More than 100 online videos recently posted by "kingbootyhunter" on several Web sites showcase rear ends of unknowing women walking around the University of Central Florida's campus, and UF women have also been targeted.
After a UCF student senator reported seeing a questionable online video featuring UCF campus landmarks, officials tried without success to find the user who posted the video.
But UCF isn't kingbootyhunter's only backdrop.
One video filmed in October shows a woman in black spandex pants on her way to UF's Student Recreation and Fitness Center on Fletcher Drive. The video lasts more than a minute.
At one point, the brunette jerks her head toward her follower, but the cameraman conceals the video camera. The woman does not acknowledge her follower at any other point.
The UCF senator, Ben Collard, reported the videos to the UCF Police Department on Friday morning, and department spokesman Cpl. James Roop sent an e-mail to UCF students warning them about the filmmaker.
Roop said videotaping people without their knowledge is not a crime if it's done in public, but any "up-the-skirt" videos would warrant a criminal investigation.
Capt.
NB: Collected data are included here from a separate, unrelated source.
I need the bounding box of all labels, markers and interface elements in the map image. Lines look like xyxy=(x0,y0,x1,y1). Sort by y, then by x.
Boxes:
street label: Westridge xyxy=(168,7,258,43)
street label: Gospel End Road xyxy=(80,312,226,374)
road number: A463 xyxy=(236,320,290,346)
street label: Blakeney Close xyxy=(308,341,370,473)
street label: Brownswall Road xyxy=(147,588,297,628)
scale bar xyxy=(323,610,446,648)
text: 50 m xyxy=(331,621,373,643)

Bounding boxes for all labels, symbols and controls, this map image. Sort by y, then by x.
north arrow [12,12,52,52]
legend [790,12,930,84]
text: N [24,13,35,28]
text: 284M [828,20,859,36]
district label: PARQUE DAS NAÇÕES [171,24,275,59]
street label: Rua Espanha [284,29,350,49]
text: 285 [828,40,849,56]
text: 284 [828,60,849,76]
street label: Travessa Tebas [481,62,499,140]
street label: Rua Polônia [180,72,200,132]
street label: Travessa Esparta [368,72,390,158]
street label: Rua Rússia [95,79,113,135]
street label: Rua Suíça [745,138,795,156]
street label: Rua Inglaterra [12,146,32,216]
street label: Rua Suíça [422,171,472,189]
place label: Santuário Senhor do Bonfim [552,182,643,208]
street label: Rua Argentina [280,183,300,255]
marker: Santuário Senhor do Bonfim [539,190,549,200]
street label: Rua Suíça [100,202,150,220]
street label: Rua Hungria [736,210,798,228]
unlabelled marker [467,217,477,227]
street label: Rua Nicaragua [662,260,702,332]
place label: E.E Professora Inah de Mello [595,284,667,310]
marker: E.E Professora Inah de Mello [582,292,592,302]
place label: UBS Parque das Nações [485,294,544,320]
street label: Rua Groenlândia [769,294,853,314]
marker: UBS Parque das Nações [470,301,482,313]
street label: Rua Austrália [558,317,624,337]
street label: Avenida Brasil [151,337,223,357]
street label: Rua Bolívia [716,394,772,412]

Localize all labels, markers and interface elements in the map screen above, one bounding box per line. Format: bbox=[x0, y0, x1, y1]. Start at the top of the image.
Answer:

Jeff Holcomb, UF Police Department spokesman, said he has not heard any complaints about the videos on UF's campus.
"There's no law against being videotaped by someone," Holcomb said.
He said "voyeur," the term used to describe the follower in most of the media coverage, is inaccurate because this person's activity is not illegal.
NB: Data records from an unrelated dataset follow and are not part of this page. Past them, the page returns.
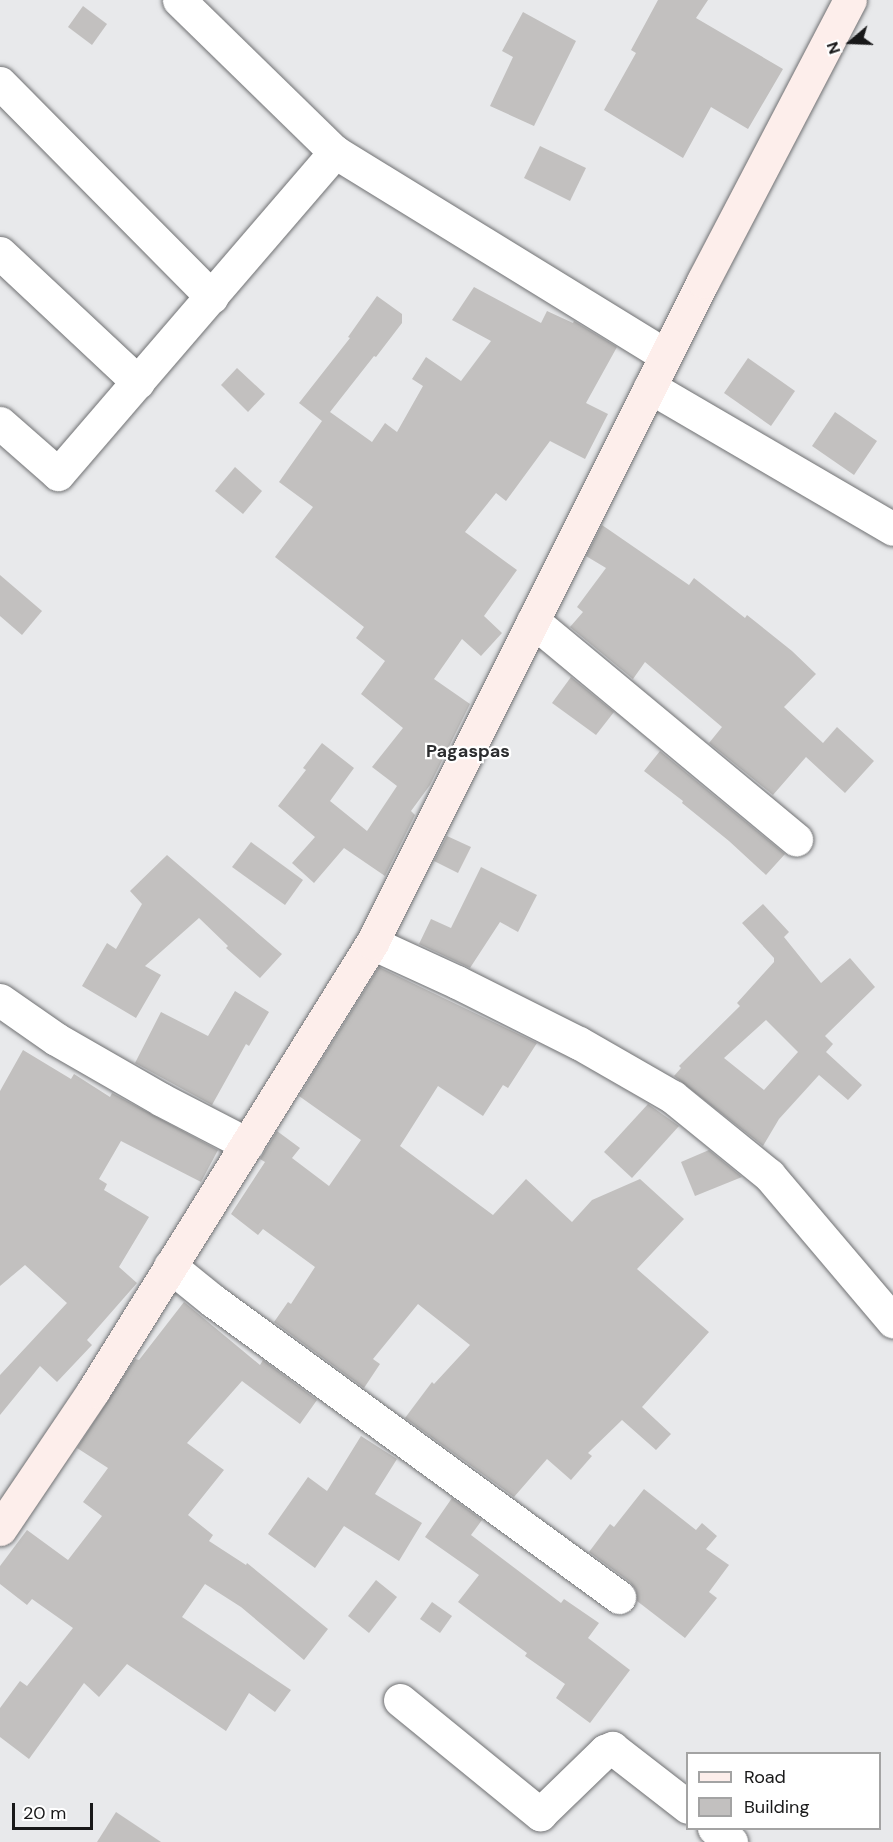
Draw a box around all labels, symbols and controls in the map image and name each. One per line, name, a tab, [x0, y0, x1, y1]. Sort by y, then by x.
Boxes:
north arrow	[821, 12, 881, 72]
text: N	[822, 39, 845, 57]
district label: Pagaspas	[426, 740, 510, 762]
legend	[686, 1752, 881, 1830]
text: Road	[744, 1765, 786, 1789]
scale bar	[15, 1791, 96, 1829]
text: Building	[744, 1795, 809, 1819]
text: 20 m	[23, 1801, 66, 1825]

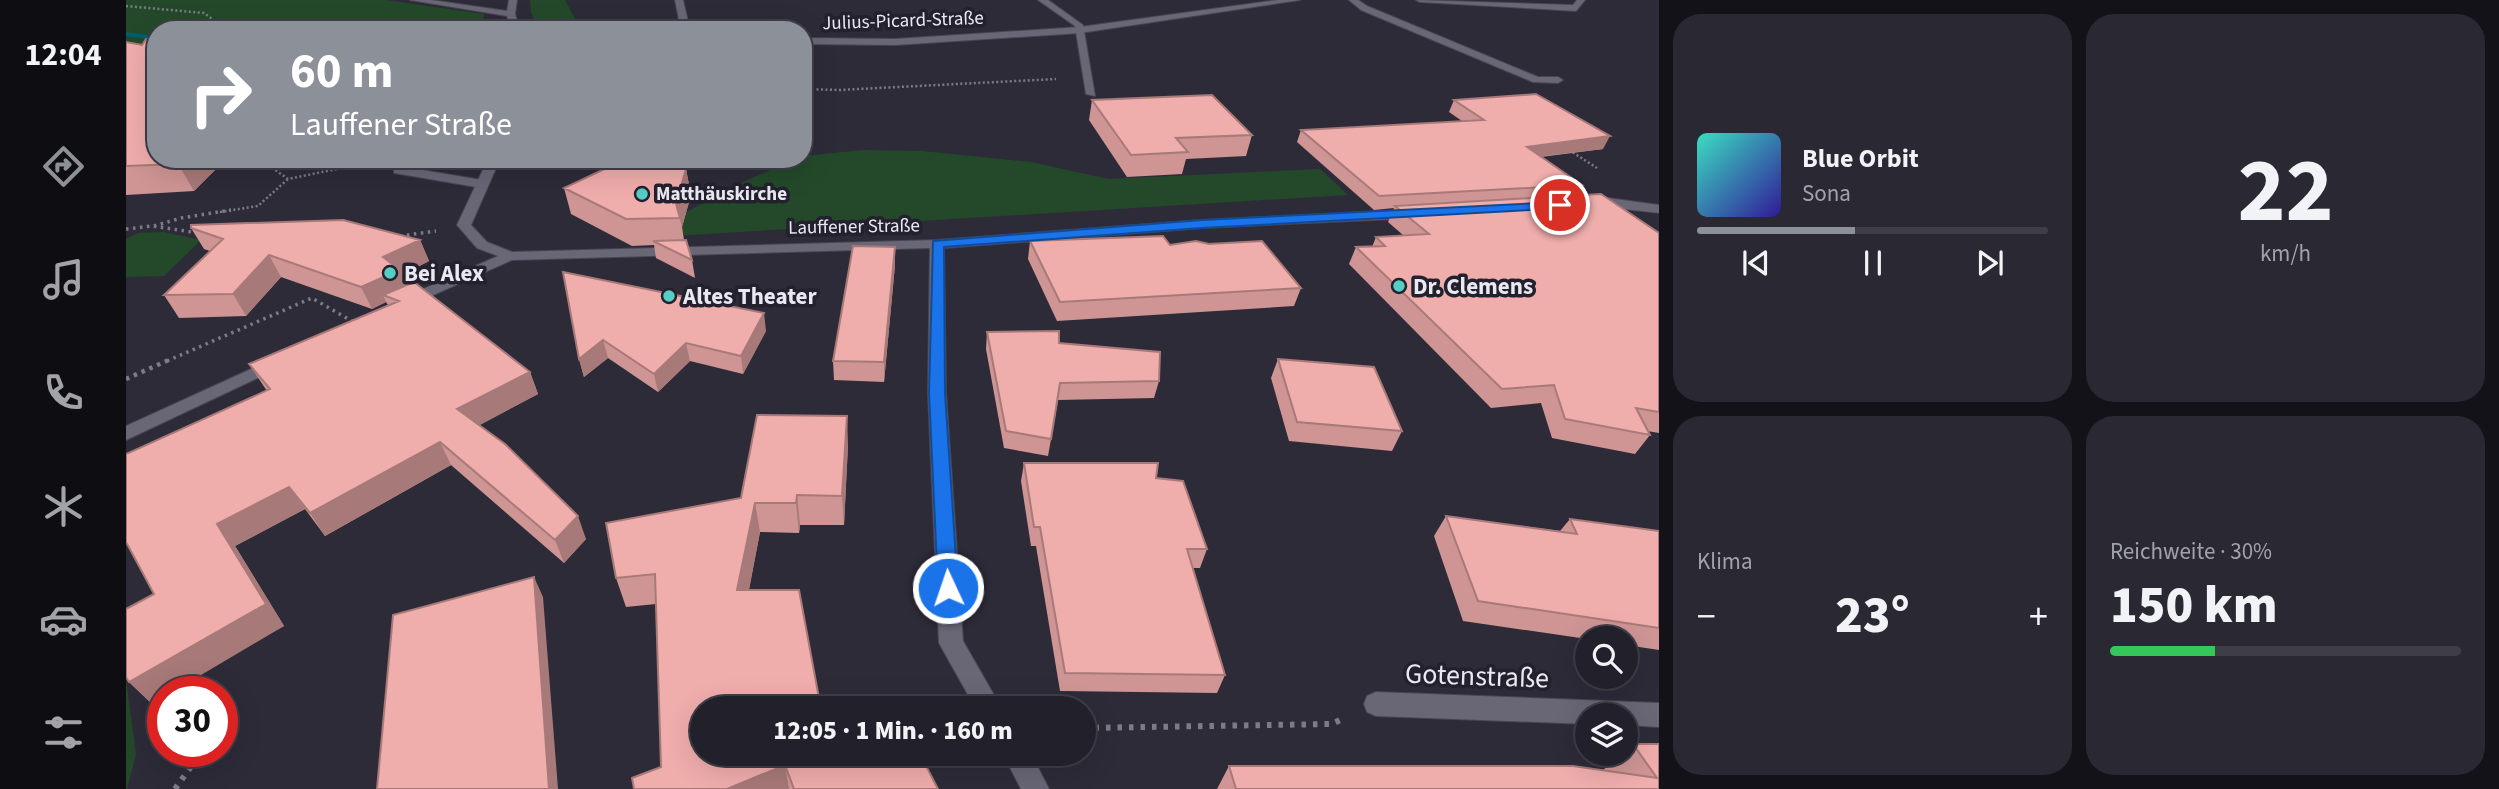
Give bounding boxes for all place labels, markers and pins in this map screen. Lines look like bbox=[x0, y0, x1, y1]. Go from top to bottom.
pin bbox=[1530, 175, 1590, 235]
place label: Matthäuskirche bbox=[656, 181, 787, 208]
marker: Matthäuskirche bbox=[634, 186, 650, 202]
place label: Bei Alex bbox=[404, 257, 484, 290]
marker: Bei Alex bbox=[382, 265, 398, 281]
place label: Dr. Clemens bbox=[1413, 270, 1533, 303]
marker: Dr. Clemens bbox=[1391, 278, 1407, 294]
place label: Altes Theater bbox=[682, 280, 817, 313]
marker: Altes Theater bbox=[661, 288, 677, 304]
If someone were to call UPD while being followed by someone videotaping them, UPD would send officers to the scene to confront the person, Holcomb said.
Collard found the videos on a news site Thursday night, leading UCF's Student Government Association to examine about 25 videos from the user's profiles on Web sites including YouTube, Revver.com and Dailymotion.com.
After an Orlando reporter tried to contact the user, he or she immediately took down the videos, Collard said.